START SOURCE DATA
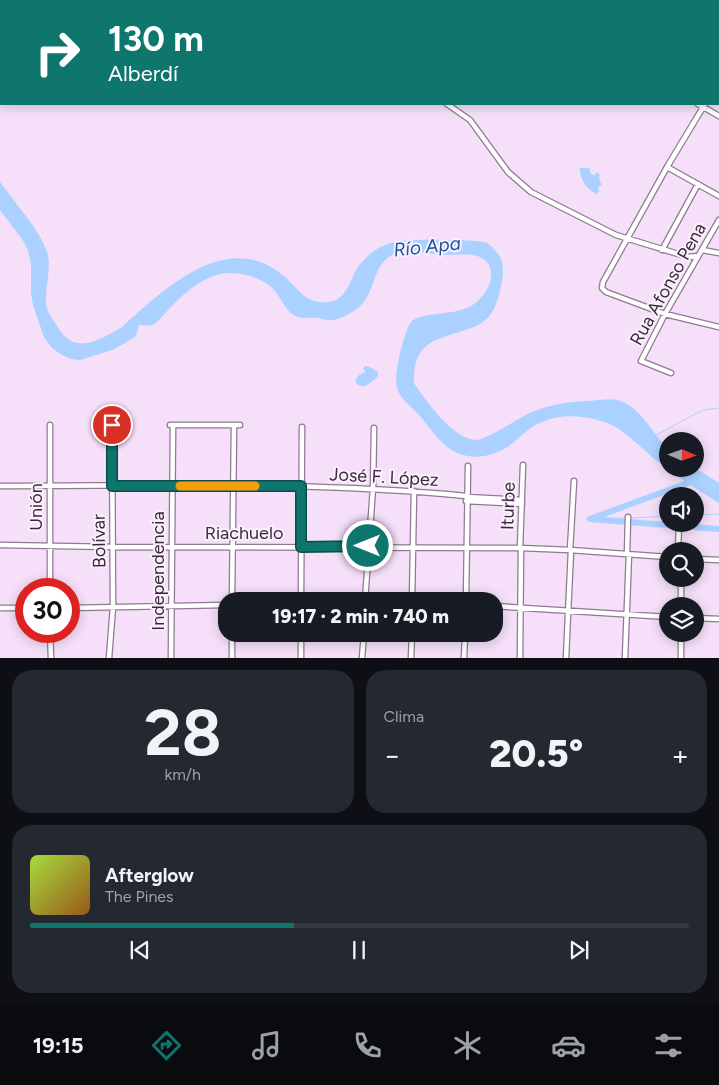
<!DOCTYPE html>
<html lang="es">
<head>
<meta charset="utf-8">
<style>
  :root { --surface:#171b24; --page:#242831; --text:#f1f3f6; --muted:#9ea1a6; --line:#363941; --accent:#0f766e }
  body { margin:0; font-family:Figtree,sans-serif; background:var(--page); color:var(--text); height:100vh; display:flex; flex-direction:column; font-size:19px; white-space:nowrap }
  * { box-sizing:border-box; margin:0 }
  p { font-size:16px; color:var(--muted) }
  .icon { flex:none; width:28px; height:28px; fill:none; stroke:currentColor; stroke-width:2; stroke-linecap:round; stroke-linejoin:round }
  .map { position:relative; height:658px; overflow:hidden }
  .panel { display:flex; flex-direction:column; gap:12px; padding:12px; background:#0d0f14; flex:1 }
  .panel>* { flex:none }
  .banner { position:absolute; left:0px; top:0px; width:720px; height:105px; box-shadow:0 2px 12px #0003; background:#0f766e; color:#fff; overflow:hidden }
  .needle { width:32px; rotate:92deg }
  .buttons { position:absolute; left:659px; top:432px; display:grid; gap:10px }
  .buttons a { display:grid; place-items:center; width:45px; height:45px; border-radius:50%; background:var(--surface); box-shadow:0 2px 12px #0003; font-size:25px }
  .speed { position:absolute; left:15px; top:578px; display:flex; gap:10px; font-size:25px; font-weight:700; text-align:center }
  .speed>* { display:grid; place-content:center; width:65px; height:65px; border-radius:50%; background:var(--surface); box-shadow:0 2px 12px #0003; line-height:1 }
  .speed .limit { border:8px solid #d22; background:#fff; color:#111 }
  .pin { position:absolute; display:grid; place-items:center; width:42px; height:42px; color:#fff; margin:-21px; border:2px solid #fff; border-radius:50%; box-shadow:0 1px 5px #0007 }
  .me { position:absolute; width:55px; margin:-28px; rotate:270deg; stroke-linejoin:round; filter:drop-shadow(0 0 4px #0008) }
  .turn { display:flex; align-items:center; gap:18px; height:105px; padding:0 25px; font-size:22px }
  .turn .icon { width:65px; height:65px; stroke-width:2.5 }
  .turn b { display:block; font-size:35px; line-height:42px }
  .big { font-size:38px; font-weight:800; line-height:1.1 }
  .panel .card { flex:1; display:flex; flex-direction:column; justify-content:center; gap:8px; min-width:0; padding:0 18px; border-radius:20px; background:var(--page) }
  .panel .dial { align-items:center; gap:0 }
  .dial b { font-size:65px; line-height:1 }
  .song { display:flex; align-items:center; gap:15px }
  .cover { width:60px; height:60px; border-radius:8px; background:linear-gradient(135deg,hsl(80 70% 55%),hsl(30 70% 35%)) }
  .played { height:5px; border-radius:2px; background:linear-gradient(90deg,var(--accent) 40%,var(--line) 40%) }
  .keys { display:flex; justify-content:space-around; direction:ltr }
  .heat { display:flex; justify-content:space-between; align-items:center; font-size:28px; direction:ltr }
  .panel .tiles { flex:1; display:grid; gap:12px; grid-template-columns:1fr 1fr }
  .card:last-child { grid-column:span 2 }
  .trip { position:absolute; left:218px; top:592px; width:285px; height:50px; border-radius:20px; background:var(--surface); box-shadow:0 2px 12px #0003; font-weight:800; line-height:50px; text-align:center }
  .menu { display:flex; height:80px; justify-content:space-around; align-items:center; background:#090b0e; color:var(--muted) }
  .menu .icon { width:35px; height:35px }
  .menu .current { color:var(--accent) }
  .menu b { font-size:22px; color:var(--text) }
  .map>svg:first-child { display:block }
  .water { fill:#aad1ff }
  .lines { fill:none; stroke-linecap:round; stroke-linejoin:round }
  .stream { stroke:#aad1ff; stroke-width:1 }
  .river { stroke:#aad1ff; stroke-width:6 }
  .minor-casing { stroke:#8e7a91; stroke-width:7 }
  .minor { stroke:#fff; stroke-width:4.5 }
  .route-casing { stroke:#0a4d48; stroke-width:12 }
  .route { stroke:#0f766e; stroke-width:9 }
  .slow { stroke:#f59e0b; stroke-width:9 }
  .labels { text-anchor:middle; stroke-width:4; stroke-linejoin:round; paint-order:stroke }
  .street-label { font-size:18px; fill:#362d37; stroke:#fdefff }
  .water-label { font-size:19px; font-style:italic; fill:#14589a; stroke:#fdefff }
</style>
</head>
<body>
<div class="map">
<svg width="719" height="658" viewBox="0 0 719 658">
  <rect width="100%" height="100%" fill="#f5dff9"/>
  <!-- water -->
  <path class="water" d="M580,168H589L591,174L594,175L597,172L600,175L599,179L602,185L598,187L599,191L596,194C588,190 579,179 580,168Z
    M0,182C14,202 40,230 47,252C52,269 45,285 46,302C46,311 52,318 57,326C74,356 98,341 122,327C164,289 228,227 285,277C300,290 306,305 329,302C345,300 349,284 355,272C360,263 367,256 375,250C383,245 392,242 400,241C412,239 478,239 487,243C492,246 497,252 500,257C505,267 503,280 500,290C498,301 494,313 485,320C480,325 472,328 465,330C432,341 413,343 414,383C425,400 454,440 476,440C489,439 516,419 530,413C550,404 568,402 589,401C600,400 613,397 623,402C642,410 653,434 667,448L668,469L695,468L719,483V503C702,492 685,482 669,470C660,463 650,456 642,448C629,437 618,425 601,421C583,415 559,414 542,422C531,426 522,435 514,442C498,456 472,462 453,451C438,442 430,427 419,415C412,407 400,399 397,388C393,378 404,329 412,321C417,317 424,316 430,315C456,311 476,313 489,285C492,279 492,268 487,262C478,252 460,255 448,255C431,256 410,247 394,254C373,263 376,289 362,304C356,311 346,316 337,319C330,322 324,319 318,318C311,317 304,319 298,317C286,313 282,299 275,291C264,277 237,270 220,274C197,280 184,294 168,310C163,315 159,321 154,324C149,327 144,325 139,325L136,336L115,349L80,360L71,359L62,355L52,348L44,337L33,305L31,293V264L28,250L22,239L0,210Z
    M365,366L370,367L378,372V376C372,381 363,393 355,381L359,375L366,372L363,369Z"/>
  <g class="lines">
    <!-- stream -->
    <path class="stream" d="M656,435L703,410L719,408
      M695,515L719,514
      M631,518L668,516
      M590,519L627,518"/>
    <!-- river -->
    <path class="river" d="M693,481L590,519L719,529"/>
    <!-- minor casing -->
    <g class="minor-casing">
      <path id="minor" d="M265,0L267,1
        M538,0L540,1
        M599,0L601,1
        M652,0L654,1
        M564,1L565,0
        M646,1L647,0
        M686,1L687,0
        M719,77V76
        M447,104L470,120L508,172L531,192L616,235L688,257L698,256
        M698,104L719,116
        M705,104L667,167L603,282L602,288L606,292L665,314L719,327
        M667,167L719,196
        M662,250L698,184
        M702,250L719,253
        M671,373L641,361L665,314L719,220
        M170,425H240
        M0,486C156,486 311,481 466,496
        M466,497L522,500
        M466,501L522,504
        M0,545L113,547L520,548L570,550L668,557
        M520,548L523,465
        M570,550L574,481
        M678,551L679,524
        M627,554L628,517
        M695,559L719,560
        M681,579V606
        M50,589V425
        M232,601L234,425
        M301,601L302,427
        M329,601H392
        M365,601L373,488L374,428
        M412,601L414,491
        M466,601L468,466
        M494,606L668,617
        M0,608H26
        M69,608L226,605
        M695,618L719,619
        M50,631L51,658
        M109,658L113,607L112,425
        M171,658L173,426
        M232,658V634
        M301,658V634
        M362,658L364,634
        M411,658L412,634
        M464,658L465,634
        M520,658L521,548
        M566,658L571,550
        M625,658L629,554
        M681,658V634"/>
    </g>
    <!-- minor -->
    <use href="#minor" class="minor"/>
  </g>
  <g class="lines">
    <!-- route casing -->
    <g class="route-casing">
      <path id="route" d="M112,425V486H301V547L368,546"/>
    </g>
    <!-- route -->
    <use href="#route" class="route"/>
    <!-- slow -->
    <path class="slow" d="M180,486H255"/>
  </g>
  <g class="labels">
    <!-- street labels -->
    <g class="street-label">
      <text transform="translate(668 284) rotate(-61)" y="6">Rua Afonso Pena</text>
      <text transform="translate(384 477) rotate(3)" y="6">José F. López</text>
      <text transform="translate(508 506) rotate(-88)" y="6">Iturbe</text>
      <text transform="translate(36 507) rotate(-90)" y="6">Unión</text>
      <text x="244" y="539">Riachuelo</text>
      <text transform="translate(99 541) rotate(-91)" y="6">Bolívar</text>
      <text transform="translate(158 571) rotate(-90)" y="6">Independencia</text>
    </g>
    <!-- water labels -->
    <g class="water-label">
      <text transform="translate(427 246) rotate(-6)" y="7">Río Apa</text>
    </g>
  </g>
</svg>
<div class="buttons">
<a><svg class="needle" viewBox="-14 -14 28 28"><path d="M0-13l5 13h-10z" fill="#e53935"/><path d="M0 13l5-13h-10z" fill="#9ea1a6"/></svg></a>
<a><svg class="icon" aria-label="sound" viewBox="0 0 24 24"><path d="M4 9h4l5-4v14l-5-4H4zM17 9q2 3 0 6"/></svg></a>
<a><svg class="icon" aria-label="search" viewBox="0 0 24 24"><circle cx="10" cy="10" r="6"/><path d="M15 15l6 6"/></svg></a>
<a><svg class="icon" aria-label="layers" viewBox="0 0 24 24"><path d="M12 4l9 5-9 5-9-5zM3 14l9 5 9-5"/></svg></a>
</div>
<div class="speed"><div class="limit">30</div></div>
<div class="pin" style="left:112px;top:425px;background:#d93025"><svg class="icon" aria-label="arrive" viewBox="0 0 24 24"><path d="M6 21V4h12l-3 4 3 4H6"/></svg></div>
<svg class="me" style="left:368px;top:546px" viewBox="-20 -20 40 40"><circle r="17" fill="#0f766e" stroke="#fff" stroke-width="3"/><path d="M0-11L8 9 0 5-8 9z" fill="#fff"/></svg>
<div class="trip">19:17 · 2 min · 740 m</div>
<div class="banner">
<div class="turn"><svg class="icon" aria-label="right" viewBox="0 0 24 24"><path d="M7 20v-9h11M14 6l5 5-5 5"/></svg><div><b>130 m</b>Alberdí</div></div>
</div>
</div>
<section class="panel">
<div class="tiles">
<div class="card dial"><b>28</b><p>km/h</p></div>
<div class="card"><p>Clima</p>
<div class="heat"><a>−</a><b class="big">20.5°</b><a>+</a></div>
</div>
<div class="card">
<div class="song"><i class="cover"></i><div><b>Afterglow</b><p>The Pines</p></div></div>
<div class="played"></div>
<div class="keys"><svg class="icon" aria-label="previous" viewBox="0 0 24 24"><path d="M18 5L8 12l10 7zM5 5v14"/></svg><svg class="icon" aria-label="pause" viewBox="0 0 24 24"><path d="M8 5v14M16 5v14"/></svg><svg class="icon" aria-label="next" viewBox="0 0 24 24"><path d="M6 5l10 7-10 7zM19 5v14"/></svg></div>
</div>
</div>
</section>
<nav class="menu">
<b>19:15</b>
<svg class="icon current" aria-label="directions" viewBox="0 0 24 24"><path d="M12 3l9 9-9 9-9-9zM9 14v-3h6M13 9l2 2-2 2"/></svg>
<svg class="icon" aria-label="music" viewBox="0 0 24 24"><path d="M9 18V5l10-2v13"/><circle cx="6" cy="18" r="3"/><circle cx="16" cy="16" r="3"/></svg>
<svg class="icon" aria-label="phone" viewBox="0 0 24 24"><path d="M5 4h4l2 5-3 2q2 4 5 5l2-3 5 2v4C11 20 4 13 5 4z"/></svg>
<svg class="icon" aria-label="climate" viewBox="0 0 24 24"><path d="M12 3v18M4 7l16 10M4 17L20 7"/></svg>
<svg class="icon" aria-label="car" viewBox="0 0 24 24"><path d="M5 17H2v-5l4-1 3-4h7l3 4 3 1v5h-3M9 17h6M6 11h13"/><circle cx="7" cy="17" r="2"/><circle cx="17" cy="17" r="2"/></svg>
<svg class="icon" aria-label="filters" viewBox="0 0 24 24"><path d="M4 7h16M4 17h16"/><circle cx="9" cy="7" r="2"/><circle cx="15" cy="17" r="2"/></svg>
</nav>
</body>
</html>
END SOURCE DATA
### WHAT TO WORK ON:
Reproduce exactly, and with no other material, the lines between those holding "M109,658L113,607L112,425" and "<!-- minor -->", inclusive.

### SOLUTION:
        M109,658L113,607L112,425
        M171,658L173,426
        M232,658V634
        M301,658V634
        M362,658L364,634
        M411,658L412,634
        M464,658L465,634
        M520,658L521,548
        M566,658L571,550
        M625,658L629,554
        M681,658V634"/>
    </g>
    <!-- minor -->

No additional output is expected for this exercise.